New Book from Susan Nance: Bellwether Histories: Animals, Humans, and US Environments in Crisis
Dr. Susan Nance has co-edited and is an author in a new collection published by University of Washington Press: Bellwether Histories: Animals, Humans, and US Environments in Crisis. It includes research by eight authors who explore episodes in US history in which people put animals in crisis to ask why it was so difficult for people to prevent these crises and, when they came to recognize the crisis, impossible to change course.
from the jacket:
A multispecies history of the globalized United States, Bellwether Histories reveals how animals have been ensnared in colonialism, capitalism, and environmental destruction as human decisions created and perpetuated untenable and unequal interspecies relationships. The collection's authors explore how people misunderstood or ignored animal crises precipitated by habitat destruction and population declines, sudden dependence on human aid, shifts from freedom to captivity, or subjection to overextended management systems.
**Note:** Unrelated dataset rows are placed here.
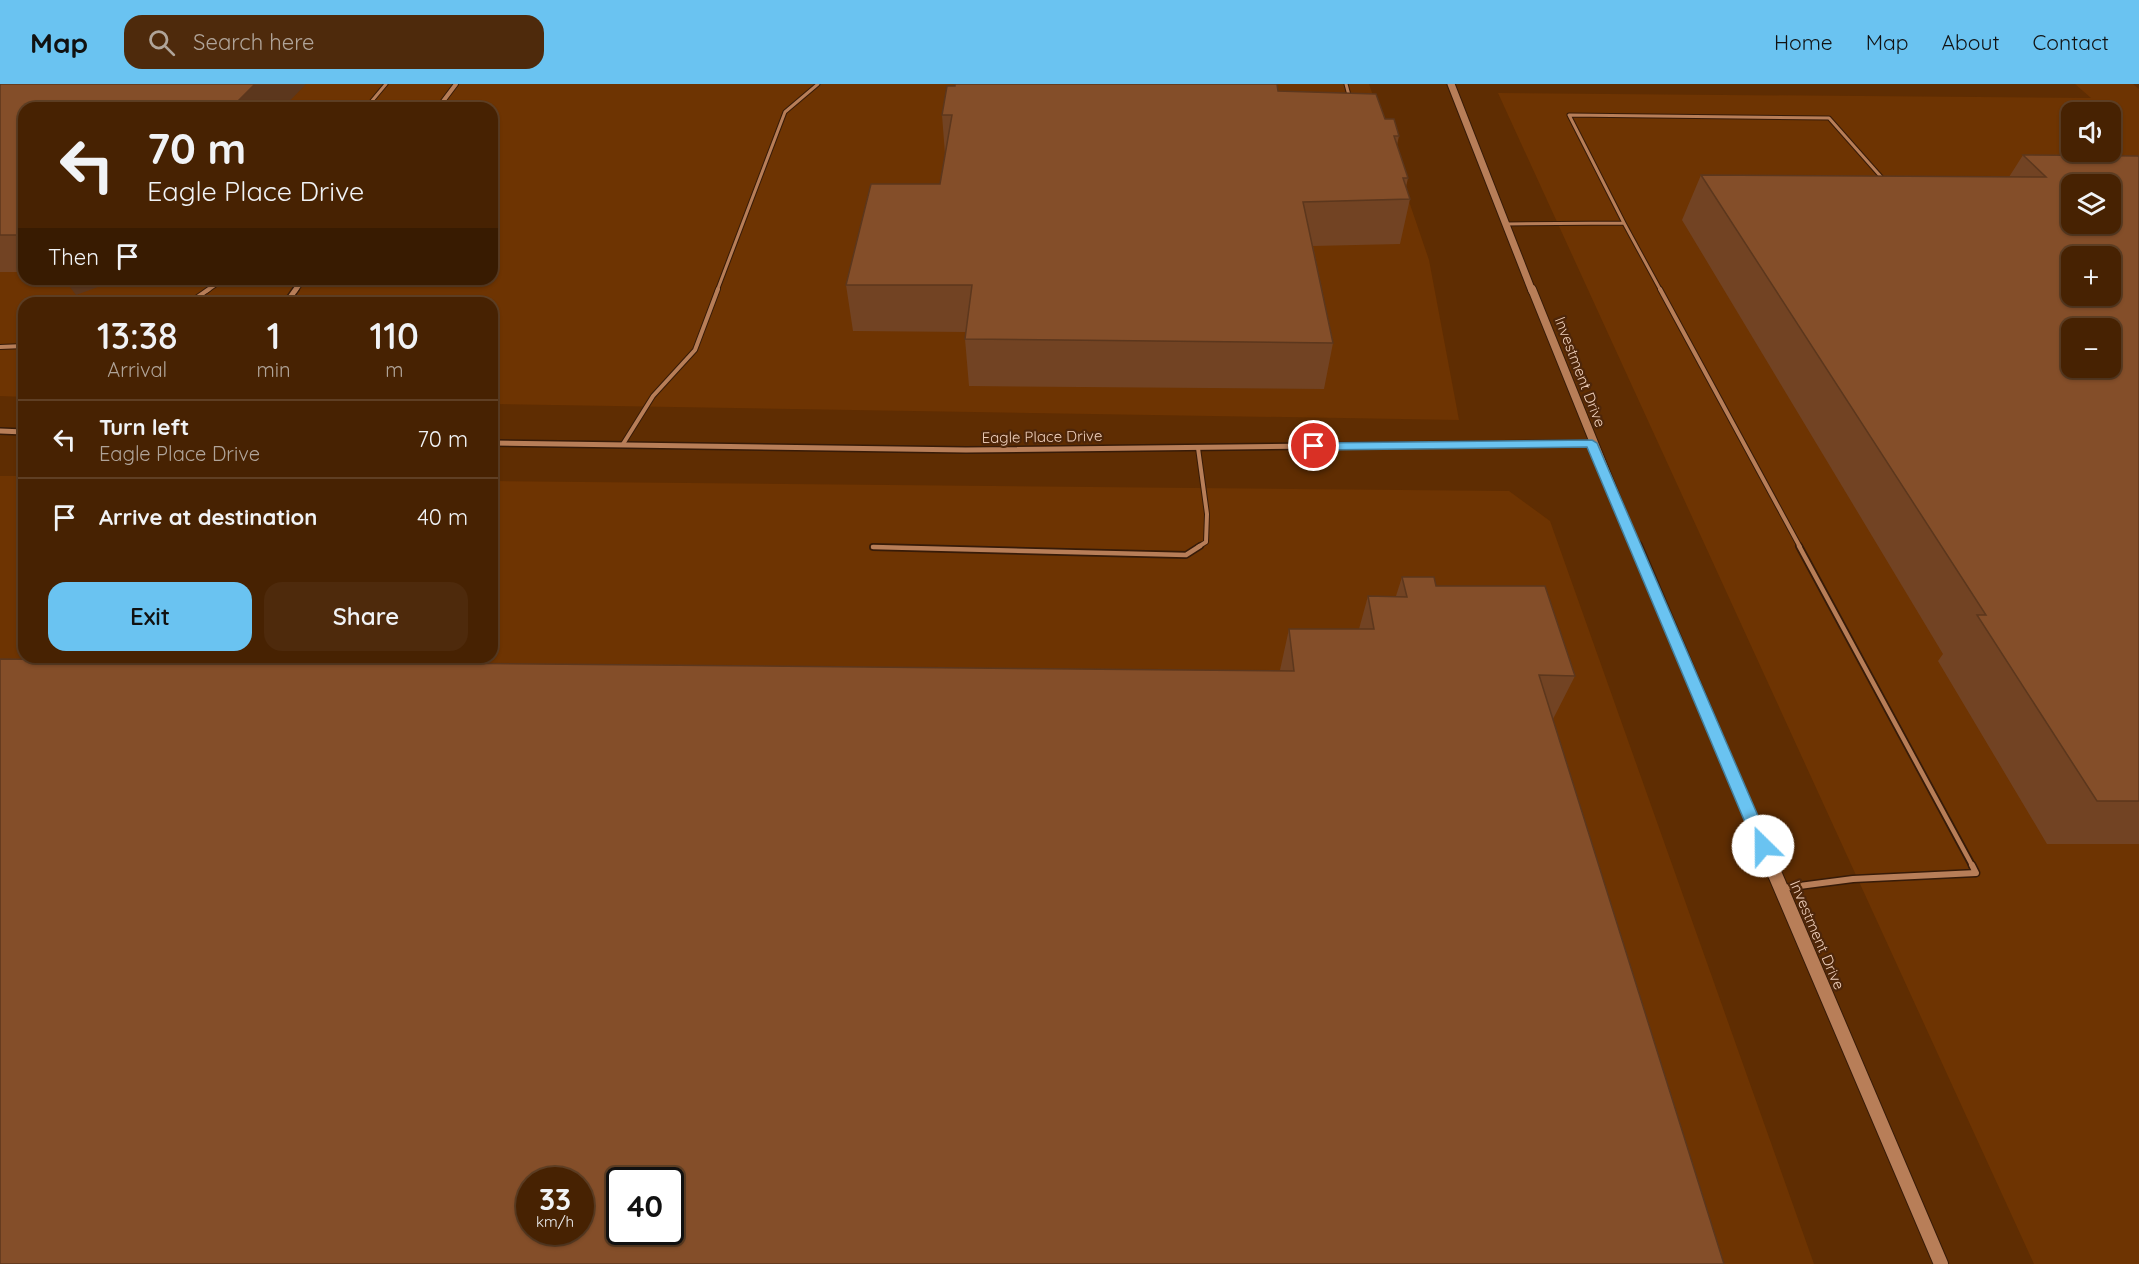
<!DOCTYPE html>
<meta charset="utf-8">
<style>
:root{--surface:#472202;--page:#4e2a0c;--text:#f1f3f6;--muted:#b0a499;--line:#5f3f24;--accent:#6ac3f1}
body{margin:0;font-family:Quicksand,sans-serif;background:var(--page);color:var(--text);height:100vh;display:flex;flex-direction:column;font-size:22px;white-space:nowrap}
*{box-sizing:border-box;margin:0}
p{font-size:20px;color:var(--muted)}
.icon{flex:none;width:33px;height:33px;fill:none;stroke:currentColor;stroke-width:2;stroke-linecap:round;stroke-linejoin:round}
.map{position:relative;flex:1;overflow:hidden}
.drawer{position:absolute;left:18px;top:213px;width:480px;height:366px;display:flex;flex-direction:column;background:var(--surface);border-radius:18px;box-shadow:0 2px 4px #0004,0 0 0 2px var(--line)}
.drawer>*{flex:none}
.hud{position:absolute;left:18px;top:18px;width:480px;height:183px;border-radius:18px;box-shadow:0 2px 4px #0004,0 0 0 2px var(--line);background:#472202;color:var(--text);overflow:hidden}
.controls{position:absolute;left:2061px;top:18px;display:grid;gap:12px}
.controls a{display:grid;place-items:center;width:60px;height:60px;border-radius:12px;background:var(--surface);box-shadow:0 2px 4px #0004,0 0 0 2px var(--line);font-size:30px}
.speed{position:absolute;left:516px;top:1083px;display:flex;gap:12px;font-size:30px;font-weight:700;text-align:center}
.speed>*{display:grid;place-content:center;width:78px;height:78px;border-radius:50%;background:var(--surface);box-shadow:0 2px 4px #0004,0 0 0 2px var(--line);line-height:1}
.speed small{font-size:15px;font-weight:400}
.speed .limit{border:3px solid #111;border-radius:9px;background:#fff;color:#111}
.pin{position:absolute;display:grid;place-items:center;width:51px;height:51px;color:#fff;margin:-26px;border:3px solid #fff;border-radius:50%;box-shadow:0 2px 6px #0007}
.me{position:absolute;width:66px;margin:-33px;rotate:337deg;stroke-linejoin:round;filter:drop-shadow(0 0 4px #0008)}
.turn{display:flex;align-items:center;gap:21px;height:126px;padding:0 30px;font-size:27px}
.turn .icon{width:78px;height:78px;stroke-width:2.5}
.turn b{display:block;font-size:42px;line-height:51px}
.then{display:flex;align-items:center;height:57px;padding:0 30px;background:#0003;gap:12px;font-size:22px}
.eta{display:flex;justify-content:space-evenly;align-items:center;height:102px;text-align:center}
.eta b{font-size:36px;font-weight:600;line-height:42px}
.cta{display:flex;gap:12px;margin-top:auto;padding:12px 30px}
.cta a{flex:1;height:69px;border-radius:18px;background:var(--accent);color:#111;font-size:24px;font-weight:600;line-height:69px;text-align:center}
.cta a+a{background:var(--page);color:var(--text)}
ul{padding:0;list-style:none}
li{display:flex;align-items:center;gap:18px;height:78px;padding:0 30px;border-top:2px solid var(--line)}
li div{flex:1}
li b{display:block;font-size:22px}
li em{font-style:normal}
header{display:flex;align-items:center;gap:36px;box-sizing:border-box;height:84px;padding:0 30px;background:var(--accent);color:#111}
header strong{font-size:28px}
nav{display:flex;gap:33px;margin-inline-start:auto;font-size:21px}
.search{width:420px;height:54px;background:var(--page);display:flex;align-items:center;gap:15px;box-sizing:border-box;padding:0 21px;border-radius:18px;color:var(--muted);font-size:22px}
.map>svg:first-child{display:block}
.built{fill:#6e3402;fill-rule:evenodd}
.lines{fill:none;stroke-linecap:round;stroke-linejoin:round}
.service-far3-casing{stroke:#371b08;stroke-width:5}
.service-far2-casing{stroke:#371b08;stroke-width:6}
.service-far1-casing{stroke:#371b08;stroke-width:8}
.service-casing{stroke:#371b08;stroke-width:9}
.minor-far1-casing{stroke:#371b08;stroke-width:6}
.minor-casing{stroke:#371b08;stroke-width:8}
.tertiary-far3-casing{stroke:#371b08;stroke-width:9}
.tertiary-far2-casing{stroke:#371b08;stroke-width:10}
.tertiary-far1-casing{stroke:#371b08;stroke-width:14}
.tertiary-casing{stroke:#371b08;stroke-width:16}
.service-far3{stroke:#b87e58;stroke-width:3}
.service-far2{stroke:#b87e58;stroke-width:4}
.service-far1{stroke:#b87e58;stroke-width:4.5}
.service{stroke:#b87e58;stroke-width:6}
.minor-far1{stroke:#b87e58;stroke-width:4}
.minor{stroke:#b87e58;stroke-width:5}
.tertiary-far3{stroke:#b87e58;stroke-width:7}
.tertiary-far2{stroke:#b87e58;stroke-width:8}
.tertiary-far1{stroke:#b87e58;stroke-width:10}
.tertiary{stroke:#b87e58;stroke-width:14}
.wall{fill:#724323}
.shaded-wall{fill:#5c371d}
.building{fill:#844e29;stroke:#5c371d;stroke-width:1.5;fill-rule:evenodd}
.route{fill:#6ac3f1;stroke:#457f9d;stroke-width:1.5}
.labels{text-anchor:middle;stroke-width:4.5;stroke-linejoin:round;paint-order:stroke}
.street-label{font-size:15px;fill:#f0d0bc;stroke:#4e2609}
</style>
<header>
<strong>Map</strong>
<div class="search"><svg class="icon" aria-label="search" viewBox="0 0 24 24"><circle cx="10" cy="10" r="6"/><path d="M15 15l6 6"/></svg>Search here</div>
<nav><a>Home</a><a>Map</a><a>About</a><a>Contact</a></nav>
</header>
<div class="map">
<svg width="2139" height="1180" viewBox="0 0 2139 1180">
<rect width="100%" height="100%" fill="#5f2d02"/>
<path class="built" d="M0 0H1369L1429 176 1459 336 492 320V219H24V313L0 312ZM24 24H492V195H24Z
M2075 0H2133L2139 5V1180H2034L1498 9 2091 14ZM2072 28H2110V68H2072ZM2072 100H2110V140H2072ZM2072 172H2110V212H2072ZM2072 244H2110V284H2072Z
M0 392H24V573H492V397L1509 407 1550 437 1814 1180H0ZM530 1096H580V1148H530ZM620 1096H670V1148H620Z"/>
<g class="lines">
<defs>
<path id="service-far3" d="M1346 0 1350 15
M366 24 386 0
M1624 139 1661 207
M1506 140 1624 139 1569 31 1829 34 1883 95
M207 207 224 195
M717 207 785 28 818 0"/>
<path id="service-far2" d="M1660 205 1800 463
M189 219 209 205
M0 263 24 262
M623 360 653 312 695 266 718 205
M1198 364 1207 430 1206 458 1198 463
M873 463H879"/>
<path id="service-far1" d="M1799 462 1973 783
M873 463 1186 471 1200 462"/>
<path id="service" d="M1784 804 1853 795 1976 789 1972 781"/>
<path id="minor-far1" d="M438 24 456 0
M295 207 304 195"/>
<path id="minor" d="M286 219 296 205
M0 347 24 348
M492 359 966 366 1592 359"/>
<path id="tertiary-far3" d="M1451 0 1532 207"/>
<path id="tertiary-far2" d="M1532 205 1636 463"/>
<path id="tertiary-far1" d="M1636 462 1772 783"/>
<path id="tertiary" d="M1771 781 1941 1180"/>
</defs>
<use href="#service-far3" class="service-far3-casing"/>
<use href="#service-far2" class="service-far2-casing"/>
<use href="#service-far1" class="service-far1-casing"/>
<use href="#service" class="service-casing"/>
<use href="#minor-far1" class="minor-far1-casing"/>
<use href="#minor" class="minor-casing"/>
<use href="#tertiary-far3" class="tertiary-far3-casing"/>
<use href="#tertiary-far2" class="tertiary-far2-casing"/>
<use href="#tertiary-far1" class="tertiary-far1-casing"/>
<use href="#tertiary" class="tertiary-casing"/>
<use href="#service-far3" class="service-far3"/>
<use href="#service-far2" class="service-far2"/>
<use href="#service-far1" class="service-far1"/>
<use href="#service" class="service"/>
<use href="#minor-far1" class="minor-far1"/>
<use href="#minor" class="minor"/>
<use href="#tertiary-far3" class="tertiary-far3"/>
<use href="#tertiary-far2" class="tertiary-far2"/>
<use href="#tertiary-far1" class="tertiary-far1"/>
<use href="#tertiary" class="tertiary"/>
</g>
<path class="wall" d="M0 0 24 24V188H0Z
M1278 7 1385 35 1399 52 1397 61 1408 94 1406 103 1410 115 1400 160 1313 162 1333 259 1324 305 969 302 965 255 966 248 853 247 846 201 940 100 945 70 942 31Z
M2023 71 2139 73V760H2047L1938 577 1943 570 1682 136 1701 91 2009 93Z
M1402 493 1436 502 1575 592 1553 635 1280 586 1289 545H1359L1368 512H1396Z"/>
<path class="shaded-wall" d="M255 0H306L283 24H231Z
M64 195H120L76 211Z"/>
<path class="building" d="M0 0H255L231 24H24V151H0Z
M955 0H1277L1278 7 1376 10 1385 35H1394L1399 52H1394L1408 94H1403L1410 115 1303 118 1333 259 965 255 972 201H846L871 100H940L952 31H942L947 2H955Z
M2023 71 2138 72 2139 73V717H2097L1977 531H1986L1701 91 2046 93ZM2072 100H2110V140H2072ZM2072 172H2110V212H2072ZM2072 244H2110V284H2072Z
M1402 493H1434L1436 502H1545L1575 592 1539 591 1724 1180H0V575L1294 587 1289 545H1374L1368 512 1407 513ZM530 1096H580V1148H530ZM620 1096H670V1148H620Z"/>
<path class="route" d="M1592 356 1597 359 1771 762 1769 767 1763 769 1755 762 1587 363 1314 366 1308 362 1314 359Z"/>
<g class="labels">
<g class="street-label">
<text transform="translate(1580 288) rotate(69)" y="5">Investment Drive</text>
<text transform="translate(1042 353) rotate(-1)" y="5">Eagle Place Drive</text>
<text transform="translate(1817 851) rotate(67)" y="5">Investment Drive</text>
</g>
</g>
</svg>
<div class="controls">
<a><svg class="icon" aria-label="sound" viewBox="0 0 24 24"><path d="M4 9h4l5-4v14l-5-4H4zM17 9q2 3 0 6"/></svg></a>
<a><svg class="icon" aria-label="layers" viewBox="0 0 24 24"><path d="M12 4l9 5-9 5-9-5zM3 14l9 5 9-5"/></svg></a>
<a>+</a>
<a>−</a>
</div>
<div class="speed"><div>33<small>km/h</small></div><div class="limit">40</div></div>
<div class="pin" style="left:1314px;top:362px;background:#d93025"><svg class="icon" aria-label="arrive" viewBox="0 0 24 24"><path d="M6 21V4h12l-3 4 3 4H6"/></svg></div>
<svg class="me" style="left:1763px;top:762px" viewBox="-20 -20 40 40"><circle r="19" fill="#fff"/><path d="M0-13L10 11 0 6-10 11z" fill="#6ac3f1"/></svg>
<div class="hud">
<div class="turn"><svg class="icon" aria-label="left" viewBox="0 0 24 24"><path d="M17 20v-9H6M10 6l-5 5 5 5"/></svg><div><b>70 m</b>Eagle Place Drive</div></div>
<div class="then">Then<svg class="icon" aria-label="arrive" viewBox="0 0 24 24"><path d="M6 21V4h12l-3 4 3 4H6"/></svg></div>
</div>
<section class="drawer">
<div class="eta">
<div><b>13:38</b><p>Arrival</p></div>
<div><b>1</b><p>min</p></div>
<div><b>110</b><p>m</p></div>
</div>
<ul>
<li><svg class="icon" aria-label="left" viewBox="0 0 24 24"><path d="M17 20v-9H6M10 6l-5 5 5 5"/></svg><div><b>Turn left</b><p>Eagle Place Drive</p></div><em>70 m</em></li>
<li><svg class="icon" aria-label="arrive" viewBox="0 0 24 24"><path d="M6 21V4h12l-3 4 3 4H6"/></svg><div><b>Arrive at destination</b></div><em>40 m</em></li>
</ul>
<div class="cta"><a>Exit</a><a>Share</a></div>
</section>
</div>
Chapters address a range of themes, including the links between antislavery and anti-animal-cruelty advocacy; how cattle, horse, and pig behavior shaped human life and technology; and the politics of caring for and trafficking wild animals. This volume interrogates the history of animal disposability and its ideological twin in US history, human exceptionalism—the anthropocentric myth that people could harm animals without harming themselves.
Today's mass extinctions and ecological breakdowns ensure deadly zoonotic pandemics and global warming will harass us far into the future. Bellwether Histories looks back at how animals have been warning us of our collective fate and asks why they were so seldom heard.